3. La crisis prueba nuestras convicciones (1Sa 30.6)


El texto señala que «David estaba muy angustiado porque la gente hablaba de apedrearlo, pues todo
el pueblo estaba amargado, cada uno a causa de sus hijos y de sus hijas». La reacción más común en
situaciones de crisis es que el corazón se llene de amargura.

Pablo exhorta a los efesios: «Airaos, pero no pequéis; no se ponga el sol sobre vuestro enojo, ni deis
lugar al diablo» (4.26–27). Cuando no logramos resolver rápidamente esos sentimientos, comienzan
a envenenar nuestro interior. «Mirad bien, no sea que alguno deje de alcanzar la gracia de Dios; que
brotando alguna raíz de amargura, os estorbe, y por ella muchos sean contaminados» (He 12.15).
Cuando el enojo se instala en el corazón del hombre, el Señor encuentra la puerta cerrada y,
automáticamente, se abre otra que le da paso al diablo. Este último utilizará esa condición para
destruir por completo todo lo bueno en esa persona. La amargura lleva, también, a que ataquemos a
los que están más cerca de nosotros, echándoles la culpa por los eventos.

Debemos desarrollar la absoluta convicción de que la perspectiva del amargado nunca es espiritual.
La persona amargada adopta una postura airada hacia la vida, por la cual no acepta correcciones,
porque lo único que reconoce es el dolor de su propio corazón.

4. La crisis ofrece la mejor oportunidad para buscar a Dios (1Sa 30.6)


David conocía bien los peligros de dar campo a la amargura. Por esto, el texto relata que «David se
fortaleció en el Señor su Dios». Entendía, tal como él mismo lo expresó en el Salmo 51, que los hijos
de Dios no pueden vivir aplastados por la tristeza: «Restitúyeme el gozo de Tu salvación, Y sostenme
con un espíritu de poder» (12). Así como el enojo y la amargura convierten en infructuosa la obra, el
regocijo y la alabanza al Señor, también preparan el camino para producir buen fruto. David buscó al
Señor porque sabía que en él encontraría las fuerzas y la gracia que él no poseía en sí mismo. Del
mismo modo, en medio de la crisis, el lugar al que debe primeramente acudir el discípulo es la
presencia del Altísimo. Allí deberá entregar su angustia y esperar que el Señor lo ministre, que le
manifieste la perspectiva celestial de la situación.
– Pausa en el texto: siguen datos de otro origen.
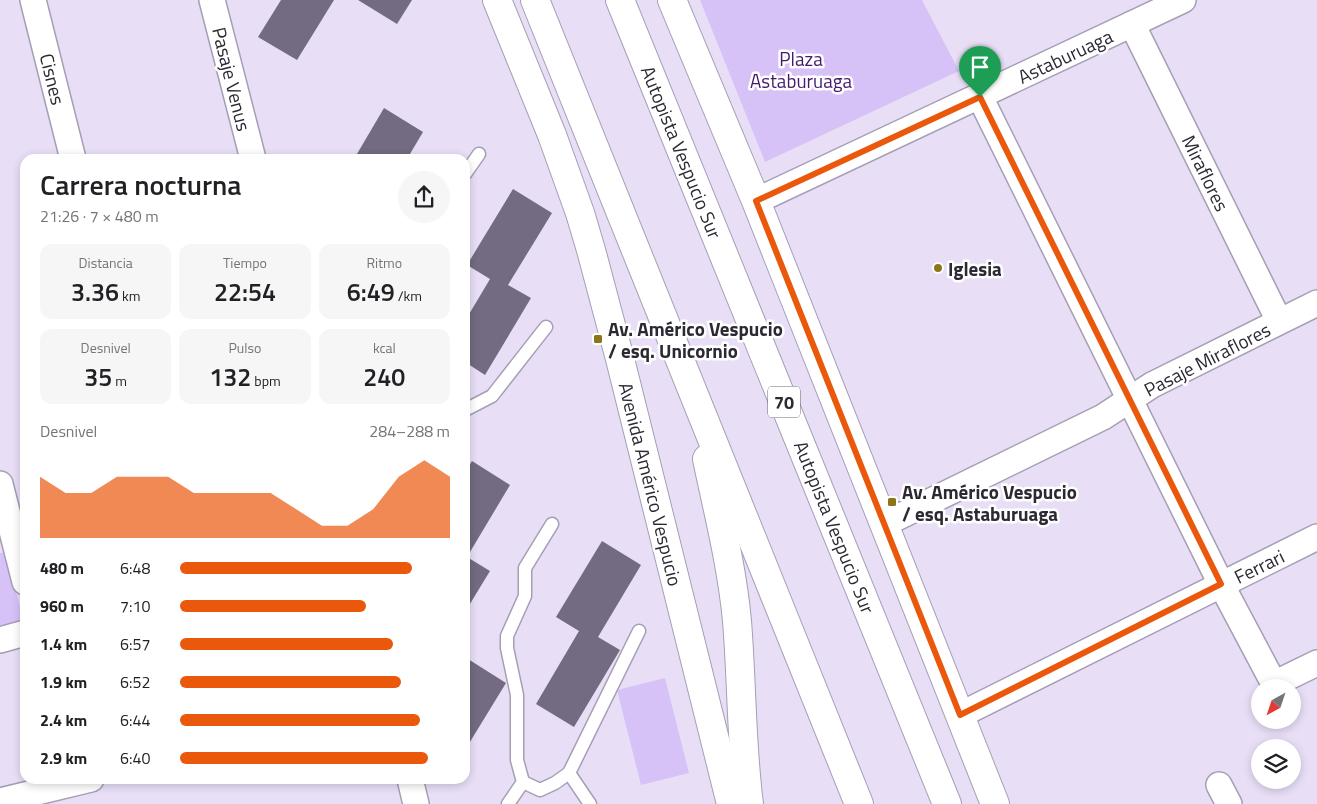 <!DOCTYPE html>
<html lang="es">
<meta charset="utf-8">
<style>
body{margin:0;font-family:"Titillium Web",sans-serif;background:#f6f6f6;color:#202124;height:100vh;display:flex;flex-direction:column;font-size:19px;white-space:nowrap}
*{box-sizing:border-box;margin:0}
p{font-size:16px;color:#757577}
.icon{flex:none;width:28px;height:28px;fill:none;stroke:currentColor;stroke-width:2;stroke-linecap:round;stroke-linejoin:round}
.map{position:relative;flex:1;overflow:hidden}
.drawer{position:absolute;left:20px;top:154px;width:450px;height:630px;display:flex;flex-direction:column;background:#fff;border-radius:15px;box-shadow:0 2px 8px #0003}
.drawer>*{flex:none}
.needle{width:32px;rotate:220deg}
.buttons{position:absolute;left:1251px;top:679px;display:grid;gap:10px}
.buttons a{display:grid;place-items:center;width:50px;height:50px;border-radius:50%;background:#fff;box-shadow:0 2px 8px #0003;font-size:25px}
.pin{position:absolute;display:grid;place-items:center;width:42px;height:42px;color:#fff;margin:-51px -21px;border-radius:50% 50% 50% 0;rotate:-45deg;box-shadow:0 0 5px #0007}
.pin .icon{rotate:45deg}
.round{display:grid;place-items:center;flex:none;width:52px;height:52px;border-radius:26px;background:#f6f6f6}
.head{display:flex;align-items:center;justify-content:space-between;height:85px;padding:0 20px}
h1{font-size:28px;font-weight:600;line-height:38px}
.figures{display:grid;grid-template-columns:repeat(3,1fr);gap:8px;height:85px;padding:5px 20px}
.figures div{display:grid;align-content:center;border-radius:12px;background:#f6f6f6;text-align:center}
.figures b{font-size:25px;font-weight:600}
.figures small{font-size:14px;font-weight:400}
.figures p{font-size:14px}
.chart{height:140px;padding:10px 20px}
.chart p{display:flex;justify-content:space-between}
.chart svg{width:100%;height:90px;margin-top:5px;fill:#ea580c;opacity:.7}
ul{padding:0 20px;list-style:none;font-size:16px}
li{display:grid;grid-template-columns:80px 60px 1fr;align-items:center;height:38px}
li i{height:12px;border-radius:6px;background:#ea580c}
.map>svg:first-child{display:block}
</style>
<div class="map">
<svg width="1317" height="804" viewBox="0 0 1317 804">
<rect width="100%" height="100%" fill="#e8dff7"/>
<g fill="#d7c2f7">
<polygon points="700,0 922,0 959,71 765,162"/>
<polygon points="6,552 24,623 0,629 0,553"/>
<polygon points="665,678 689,773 641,785 617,690"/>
</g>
<g fill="#736b81">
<polygon points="281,0 334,0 297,60 258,37"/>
<polygon points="358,0 412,0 397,24"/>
<polygon points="384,108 423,132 407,159 354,159"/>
<polygon points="513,189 552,213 508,285 531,298 485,375 465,362 465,321 490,279 467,265"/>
<polygon points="472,461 510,485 467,557 490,571 465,612 465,472"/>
<polygon points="602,541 641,565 598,637 620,650 574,727 536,704 579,631 556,617"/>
<polygon points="468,659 506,683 465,750 465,663"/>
</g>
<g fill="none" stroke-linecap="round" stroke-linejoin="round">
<defs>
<g id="service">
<polyline points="465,174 479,154"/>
<polyline points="465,410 492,396 546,327"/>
<polyline points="569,773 590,804"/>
<polyline points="523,782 540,790 555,783 569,773 639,631"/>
<polyline points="508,804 523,782 517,760 517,695 507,648 507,636 525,596 525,568 552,524"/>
</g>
<g id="minor">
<polyline points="33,0 73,159"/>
<polyline points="212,0 253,159"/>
<polyline points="1132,24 1279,321"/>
<polyline points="980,97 1221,584 1274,684 1317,663"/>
<polyline points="756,201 1183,0"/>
<polyline points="0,484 25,582"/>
<polyline points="884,524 1103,417 1152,385 1317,303"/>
<polyline points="0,640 25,633"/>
<polyline points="960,715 1317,537"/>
<polyline points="410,779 416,804"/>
<polyline points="1219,785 1229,804"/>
<polyline points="0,801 91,779"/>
</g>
<g id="secondary">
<polyline points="497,0 552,135 580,213 591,250 620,359 731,804"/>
<polyline points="672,0 756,201 995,804"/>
</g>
<g id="motorway">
<polyline points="535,0 859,804"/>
<polyline points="620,0 947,804"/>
<path d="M707,459C718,512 732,566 737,621C742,682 741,743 749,804"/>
</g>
</defs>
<use href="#service" stroke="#a69eb5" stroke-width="15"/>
<use href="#minor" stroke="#a69eb5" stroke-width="28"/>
<use href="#secondary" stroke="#a69eb5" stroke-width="30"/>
<use href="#motorway" stroke="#a69eb5" stroke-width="30"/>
<use href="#service" stroke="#fff" stroke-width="12"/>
<use href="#minor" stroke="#fff" stroke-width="25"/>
<use href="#secondary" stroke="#fff" stroke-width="28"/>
<use href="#motorway" stroke="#fff" stroke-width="28"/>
</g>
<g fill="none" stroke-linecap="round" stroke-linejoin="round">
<defs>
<polygon id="route" points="980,97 1221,584 960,715 756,201"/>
</defs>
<use href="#route" stroke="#fff" stroke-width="10"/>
<use href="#route" stroke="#ea580c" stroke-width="6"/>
</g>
<g fill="#8d7519" stroke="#fff" stroke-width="2">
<circle cx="938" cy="268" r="5"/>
<rect x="593" y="334" width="10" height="10" rx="2.5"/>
<rect x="887" y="497" width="10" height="10" rx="2.5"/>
</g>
<g text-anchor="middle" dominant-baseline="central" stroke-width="5" stroke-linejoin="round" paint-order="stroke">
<rect fill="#fff" stroke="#6b6970" stroke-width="1" x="768" y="386.5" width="32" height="31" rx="4"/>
<g font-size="18" font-weight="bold" fill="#2c2932">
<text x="784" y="402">70</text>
</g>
<g font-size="19" fill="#2c2932" stroke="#fff">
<text transform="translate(1065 56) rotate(-25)">Astaburuaga</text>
<text transform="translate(53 79) rotate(76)">Cisnes</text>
<text transform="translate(232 79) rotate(76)">Pasaje Venus</text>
<text transform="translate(682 152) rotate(68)">Autopista Vespucio Sur</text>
<text transform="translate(1206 173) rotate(64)">Miraflores</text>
<text transform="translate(1207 359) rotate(-27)">Pasaje Miraflores</text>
<text transform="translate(651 484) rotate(76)">Avenida Américo Vespucio</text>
<text transform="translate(835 527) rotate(68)">Autopista Vespucio Sur</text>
<text transform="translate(1259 566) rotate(-26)">Ferrari</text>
</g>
<g font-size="19" fill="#441a6d" stroke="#fff">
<text x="801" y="58">Plaza<tspan x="801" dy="22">Astaburuaga</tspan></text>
</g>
<g font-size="19" font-weight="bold" fill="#2c2932" stroke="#fff" text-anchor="start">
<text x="948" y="268">Iglesia</text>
<text x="608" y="328">Av. Américo Vespucio<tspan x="608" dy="22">/ esq. Unicornio</tspan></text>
<text x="902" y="491">Av. Américo Vespucio<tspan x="902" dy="22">/ esq. Astaburuaga</tspan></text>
</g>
</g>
</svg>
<div class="buttons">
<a><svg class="needle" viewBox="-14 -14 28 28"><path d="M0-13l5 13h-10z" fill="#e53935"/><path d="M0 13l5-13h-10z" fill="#757577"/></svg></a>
<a><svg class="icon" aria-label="layers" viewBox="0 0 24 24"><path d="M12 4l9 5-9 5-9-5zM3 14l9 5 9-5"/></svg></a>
</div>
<div class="pin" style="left:980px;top:97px;background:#1e9e55"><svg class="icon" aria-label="arrive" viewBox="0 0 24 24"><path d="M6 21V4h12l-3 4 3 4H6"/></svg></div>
<section class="drawer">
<div class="head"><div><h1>Carrera nocturna</h1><p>21:26 · 7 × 480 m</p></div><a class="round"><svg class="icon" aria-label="share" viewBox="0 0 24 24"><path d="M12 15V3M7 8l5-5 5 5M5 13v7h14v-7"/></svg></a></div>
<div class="figures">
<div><p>Distancia</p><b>3.36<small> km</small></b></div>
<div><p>Tiempo</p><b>22:54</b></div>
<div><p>Ritmo</p><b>6:49<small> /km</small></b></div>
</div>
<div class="figures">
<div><p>Desnivel</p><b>35<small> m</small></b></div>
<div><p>Pulso</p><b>132<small> bpm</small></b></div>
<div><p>kcal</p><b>240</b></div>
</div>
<div class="chart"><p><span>Desnivel</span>284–288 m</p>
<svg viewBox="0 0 160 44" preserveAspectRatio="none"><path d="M0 44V14L10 22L20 22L30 14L40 14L50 14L60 22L70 22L80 22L90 22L100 30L110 38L120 38L130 30L140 14L150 6L160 14V44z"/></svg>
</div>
<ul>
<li><b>480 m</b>6:48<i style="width:86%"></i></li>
<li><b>960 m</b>7:10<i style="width:69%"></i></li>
<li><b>1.4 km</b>6:57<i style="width:79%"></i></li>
<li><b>1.9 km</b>6:52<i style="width:82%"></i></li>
<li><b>2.4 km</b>6:44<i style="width:89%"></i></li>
<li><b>2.9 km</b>6:40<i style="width:92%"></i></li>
</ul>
</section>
</div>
Este proceso puede ser tan intenso como la misma lucha que sostuvo Jesús en Getsemaní. Tuvo que
volver tres veces a orar hasta que aseguró la óptica correcta de lo que venía por delante. Y así lo
afirma el autor de Hebreos, cuando comenta: «quien por el gozo puesto delante de El soportó la cruz,
despreciando la vergüenza, y se ha sentado a la diestra del trono de Dios» (12.2).

Conclusión:
A David le resultó natural entrar a la presencia de Dios, para fortalecerse, porque este proceso se
había convertido en un hábito en su vida. En el Salmo 25, declara: «A ti, OH Señor, elevo mi alma.
Dios mío, en ti confío; no sea yo avergonzado, que no se regocijen sobre mí mis enemigos.
Ciertamente ninguno de los que esperan en ti será avergonzado; sean avergonzados los que sin causa
se rebelan. Señor, muéstrame tus caminos, Enséñame tus sendas. Guíame en tu verdad y enséñame,
porque tú eres el Dios de mi salvación; en ti espero todo el día. Acuérdate, OH Señor, de tu
compasión y de tus misericordias, que son eternas» (1–5).
Siempre resulta difícil buscar al Señor en medio de la tormenta si no era esta nuestra costumbre
cuando nos iba bien en la vida. La amargura del momento nos seduce a mirar hacia adentro, a
concentrarnos en la intensidad del dolor que estamos padeciendo. Solamente aquellos que han
disfrutado en pleno de las delicias del Señor resistirán esta tentación y fijarán, sin titubear, los ojos
en Aquel que es la esperanza de los que enfrentan dificultades.